*Input material*:
Content starts

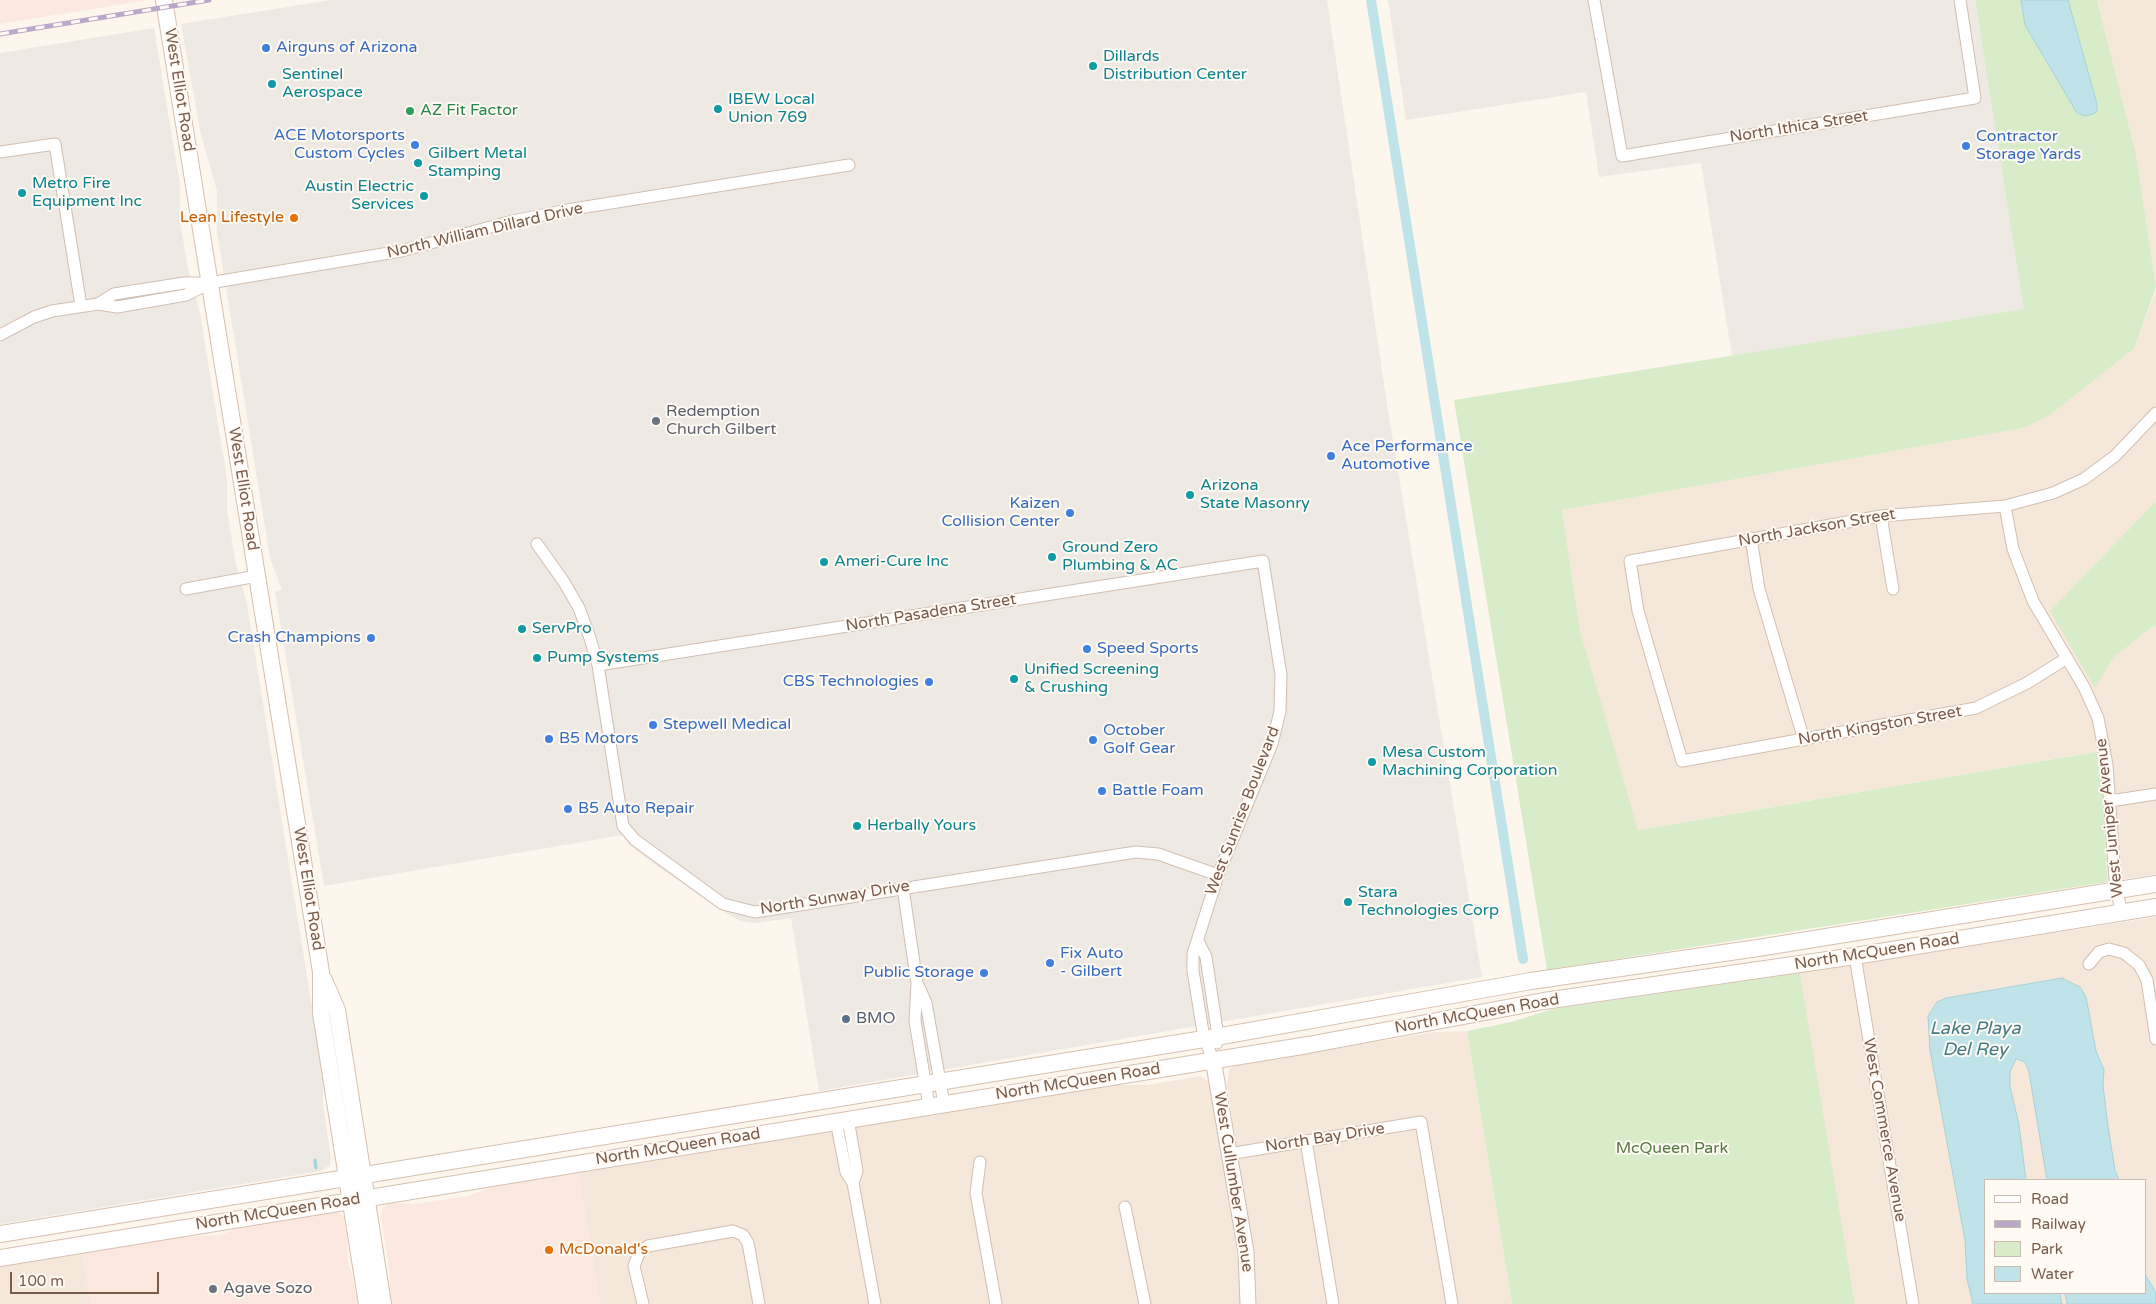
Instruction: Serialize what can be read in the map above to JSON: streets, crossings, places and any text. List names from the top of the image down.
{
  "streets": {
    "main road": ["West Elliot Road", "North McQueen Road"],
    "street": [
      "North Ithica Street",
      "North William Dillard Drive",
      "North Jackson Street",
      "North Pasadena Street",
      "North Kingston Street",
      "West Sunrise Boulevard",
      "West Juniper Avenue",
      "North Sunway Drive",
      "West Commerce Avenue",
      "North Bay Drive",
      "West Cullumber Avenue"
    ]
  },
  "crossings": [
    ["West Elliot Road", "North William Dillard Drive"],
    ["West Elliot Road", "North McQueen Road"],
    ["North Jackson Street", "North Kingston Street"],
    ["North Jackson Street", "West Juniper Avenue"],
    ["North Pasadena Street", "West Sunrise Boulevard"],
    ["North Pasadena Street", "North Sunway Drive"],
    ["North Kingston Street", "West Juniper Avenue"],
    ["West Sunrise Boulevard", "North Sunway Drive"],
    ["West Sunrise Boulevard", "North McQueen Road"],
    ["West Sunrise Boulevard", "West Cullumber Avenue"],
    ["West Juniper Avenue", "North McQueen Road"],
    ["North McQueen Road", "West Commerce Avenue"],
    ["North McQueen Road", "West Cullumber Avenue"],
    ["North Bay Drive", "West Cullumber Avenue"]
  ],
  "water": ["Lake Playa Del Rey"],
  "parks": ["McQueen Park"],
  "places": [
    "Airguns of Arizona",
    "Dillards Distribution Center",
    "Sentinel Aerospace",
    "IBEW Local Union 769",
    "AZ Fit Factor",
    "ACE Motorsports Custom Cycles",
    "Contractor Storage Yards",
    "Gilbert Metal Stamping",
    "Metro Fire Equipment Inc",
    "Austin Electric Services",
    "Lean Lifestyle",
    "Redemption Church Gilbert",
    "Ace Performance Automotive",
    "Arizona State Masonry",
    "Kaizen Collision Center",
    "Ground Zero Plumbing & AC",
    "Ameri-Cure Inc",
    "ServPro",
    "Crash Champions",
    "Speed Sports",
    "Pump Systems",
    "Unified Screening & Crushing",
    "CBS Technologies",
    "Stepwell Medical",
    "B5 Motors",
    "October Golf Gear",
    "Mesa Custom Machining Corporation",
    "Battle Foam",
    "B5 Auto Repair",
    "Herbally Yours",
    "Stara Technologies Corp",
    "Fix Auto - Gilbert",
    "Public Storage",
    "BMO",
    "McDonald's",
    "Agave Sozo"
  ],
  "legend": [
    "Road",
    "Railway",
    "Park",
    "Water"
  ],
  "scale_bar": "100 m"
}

Content ends
Content starts

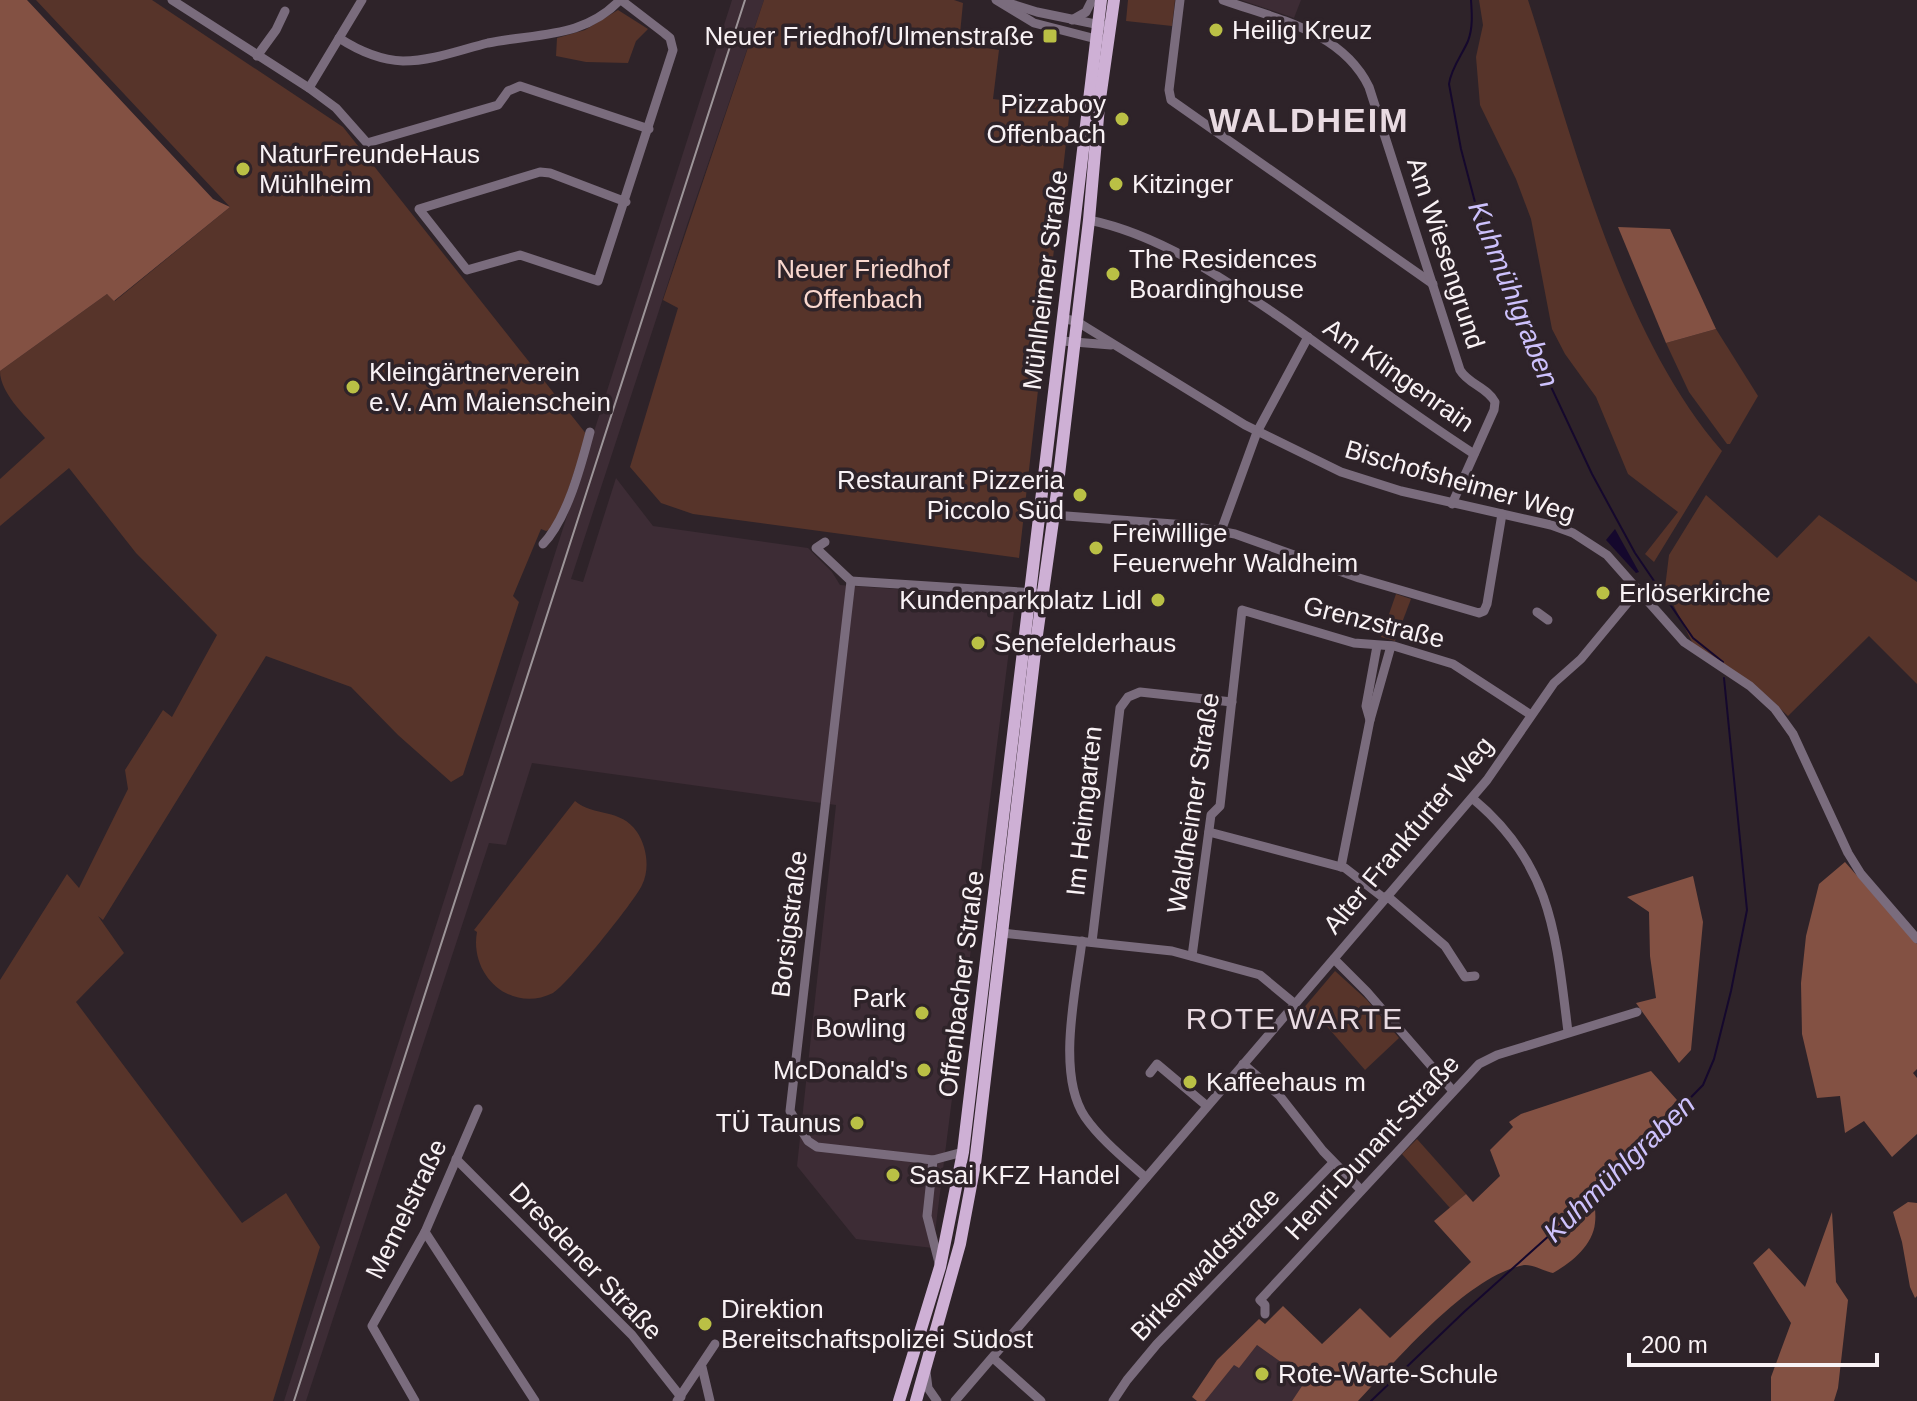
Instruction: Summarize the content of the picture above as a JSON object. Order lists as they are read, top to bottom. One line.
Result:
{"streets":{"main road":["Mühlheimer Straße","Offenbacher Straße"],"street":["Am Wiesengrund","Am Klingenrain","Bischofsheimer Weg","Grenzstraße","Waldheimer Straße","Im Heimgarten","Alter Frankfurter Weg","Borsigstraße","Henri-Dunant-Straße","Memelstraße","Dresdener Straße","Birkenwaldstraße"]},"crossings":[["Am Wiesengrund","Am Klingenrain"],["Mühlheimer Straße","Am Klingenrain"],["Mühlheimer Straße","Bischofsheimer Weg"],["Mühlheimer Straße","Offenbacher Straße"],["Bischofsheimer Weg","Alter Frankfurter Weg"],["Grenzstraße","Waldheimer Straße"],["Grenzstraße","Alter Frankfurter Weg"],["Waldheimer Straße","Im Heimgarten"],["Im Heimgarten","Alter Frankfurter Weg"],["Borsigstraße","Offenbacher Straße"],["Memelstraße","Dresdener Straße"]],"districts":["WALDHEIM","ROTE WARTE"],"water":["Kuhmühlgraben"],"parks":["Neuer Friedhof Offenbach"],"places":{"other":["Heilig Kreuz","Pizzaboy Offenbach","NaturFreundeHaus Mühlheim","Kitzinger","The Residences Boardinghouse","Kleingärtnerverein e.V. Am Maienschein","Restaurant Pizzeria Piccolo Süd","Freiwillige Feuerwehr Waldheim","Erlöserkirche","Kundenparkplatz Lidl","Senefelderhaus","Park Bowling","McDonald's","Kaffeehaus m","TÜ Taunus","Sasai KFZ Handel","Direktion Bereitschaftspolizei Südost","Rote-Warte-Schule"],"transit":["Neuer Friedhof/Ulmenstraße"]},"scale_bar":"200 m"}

Content ends
Content starts

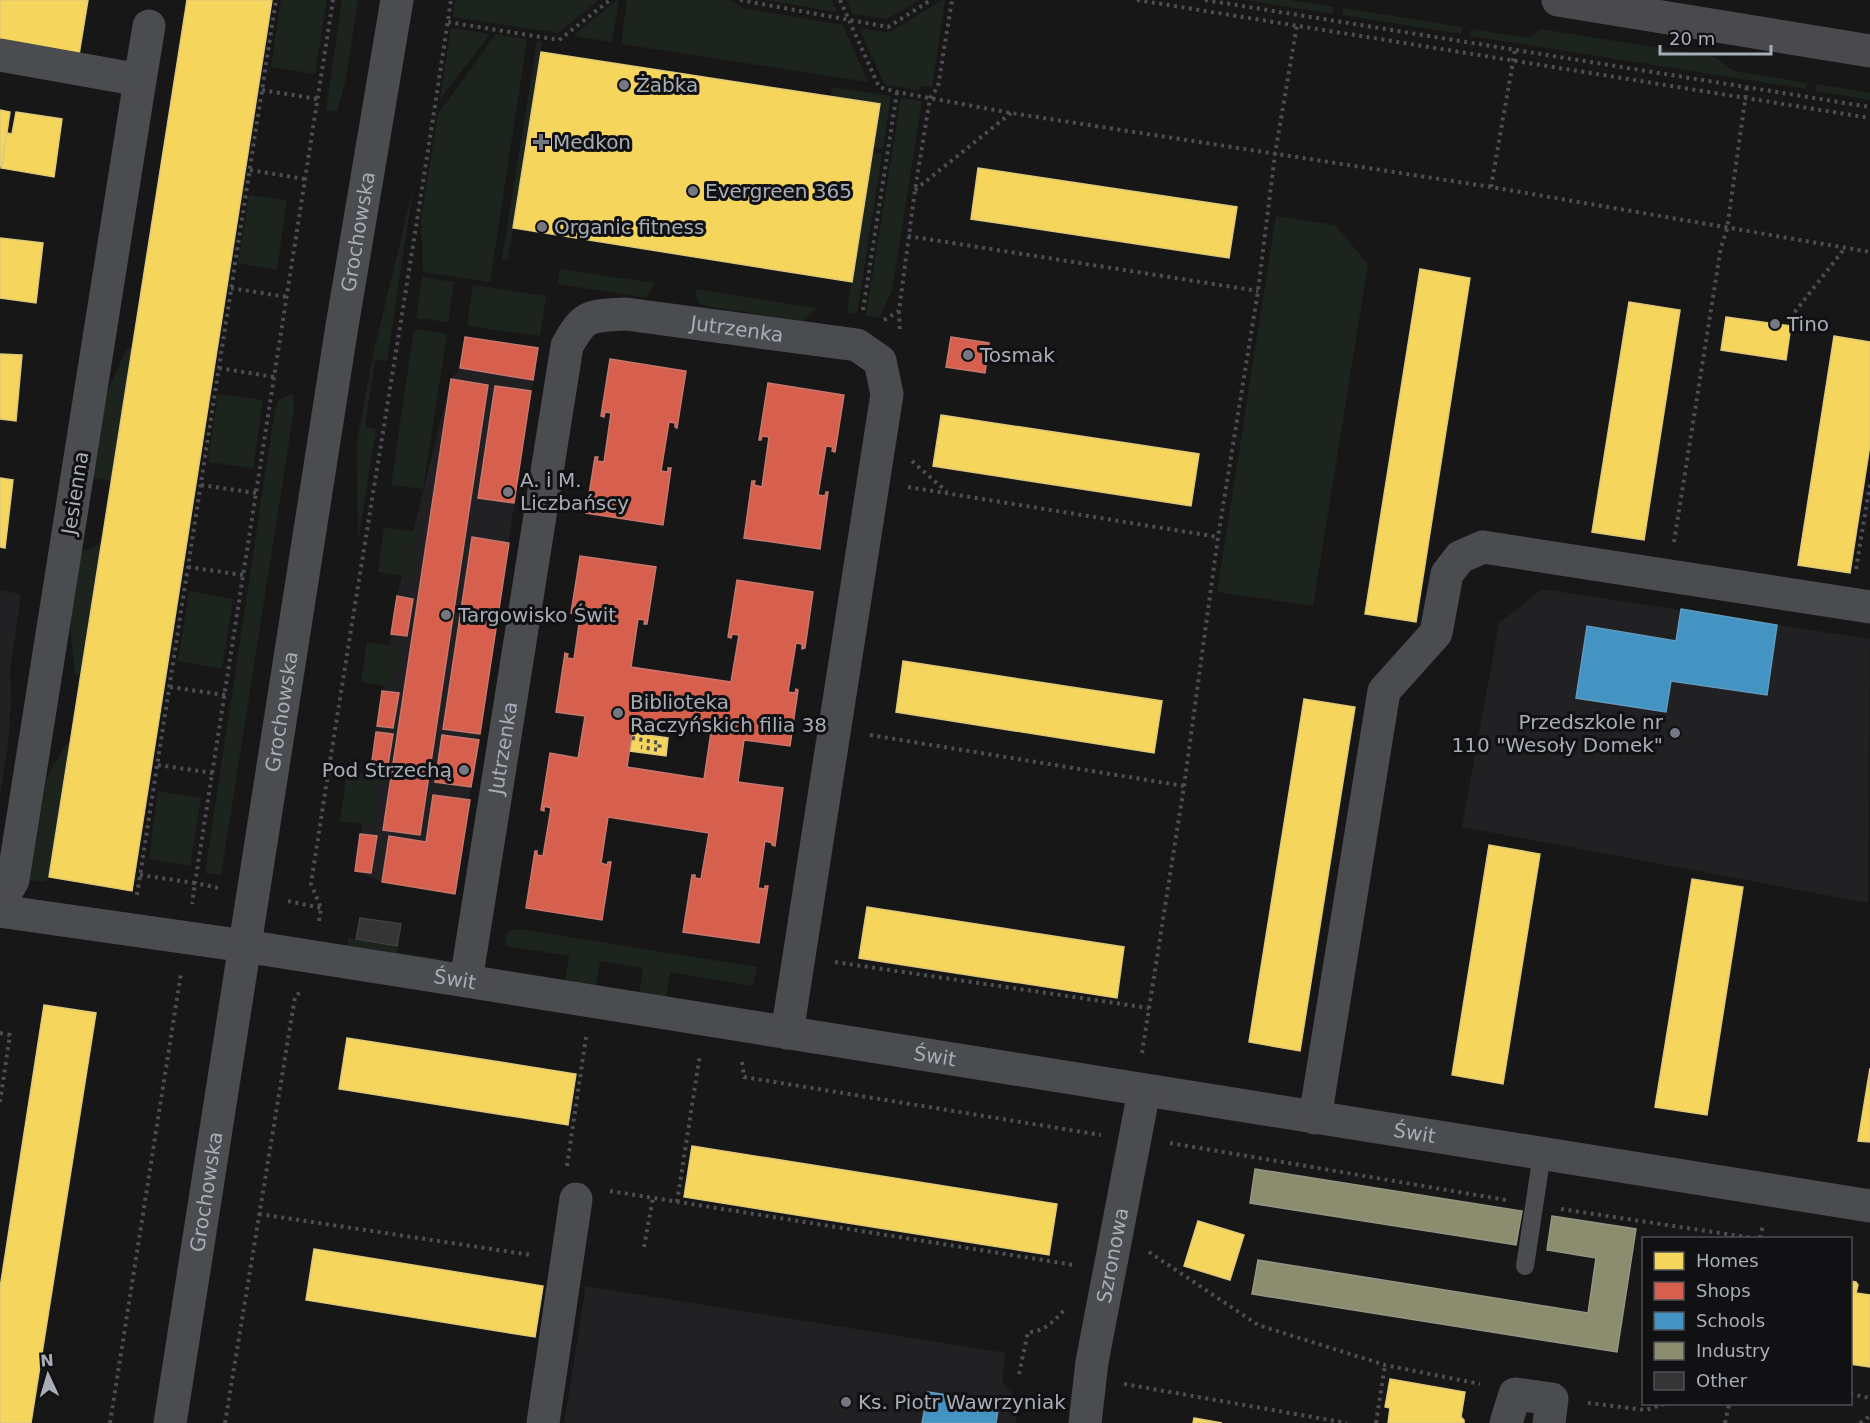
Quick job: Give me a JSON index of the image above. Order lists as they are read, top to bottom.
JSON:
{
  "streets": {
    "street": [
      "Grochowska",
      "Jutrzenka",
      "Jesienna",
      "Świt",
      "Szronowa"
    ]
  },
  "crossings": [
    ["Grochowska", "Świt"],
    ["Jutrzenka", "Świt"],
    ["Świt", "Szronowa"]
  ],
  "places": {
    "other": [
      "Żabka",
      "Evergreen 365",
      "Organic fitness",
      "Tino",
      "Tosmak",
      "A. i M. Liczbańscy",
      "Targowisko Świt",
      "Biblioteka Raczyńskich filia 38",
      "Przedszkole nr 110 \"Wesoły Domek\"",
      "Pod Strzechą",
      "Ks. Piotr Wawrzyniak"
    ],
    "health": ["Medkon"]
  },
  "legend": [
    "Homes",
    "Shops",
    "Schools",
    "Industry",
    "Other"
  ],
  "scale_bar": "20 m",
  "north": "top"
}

Content ends

Determine how many lines contain the string "Jackson" in the listing, and state that number by itself.

3